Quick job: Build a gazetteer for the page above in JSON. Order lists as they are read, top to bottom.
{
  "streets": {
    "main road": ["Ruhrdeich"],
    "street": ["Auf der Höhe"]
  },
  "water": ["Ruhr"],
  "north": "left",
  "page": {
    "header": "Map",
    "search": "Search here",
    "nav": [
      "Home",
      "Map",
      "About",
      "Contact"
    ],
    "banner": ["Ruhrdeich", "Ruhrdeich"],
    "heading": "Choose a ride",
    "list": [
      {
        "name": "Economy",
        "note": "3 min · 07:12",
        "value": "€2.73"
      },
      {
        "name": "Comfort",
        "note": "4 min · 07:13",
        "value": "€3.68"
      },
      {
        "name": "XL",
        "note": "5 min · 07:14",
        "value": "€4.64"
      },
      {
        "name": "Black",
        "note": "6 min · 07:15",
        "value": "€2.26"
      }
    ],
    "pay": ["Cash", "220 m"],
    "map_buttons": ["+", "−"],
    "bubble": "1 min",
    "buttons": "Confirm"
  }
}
____
_What is being asked_
Please output every line shown above exactly.

_Response_
Quick job: Build a gazetteer for the page above in JSON. Order lists as they are read, top to bottom.
{
  "streets": {
    "main road": ["Ruhrdeich"],
    "street": ["Auf der Höhe"]
  },
  "water": ["Ruhr"],
  "north": "left",
  "page": {
    "header": "Map",
    "search": "Search here",
    "nav": [
      "Home",
      "Map",
      "About",
      "Contact"
    ],
    "banner": ["Ruhrdeich", "Ruhrdeich"],
    "heading": "Choose a ride",
    "list": [
      {
        "name": "Economy",
        "note": "3 min · 07:12",
        "value": "€2.73"
      },
      {
        "name": "Comfort",
        "note": "4 min · 07:13",
        "value": "€3.68"
      },
      {
        "name": "XL",
        "note": "5 min · 07:14",
        "value": "€4.64"
      },
      {
        "name": "Black",
        "note": "6 min · 07:15",
        "value": "€2.26"
      }
    ],
    "pay": ["Cash", "220 m"],
    "map_buttons": ["+", "−"],
    "bubble": "1 min",
    "buttons": "Confirm"
  }
}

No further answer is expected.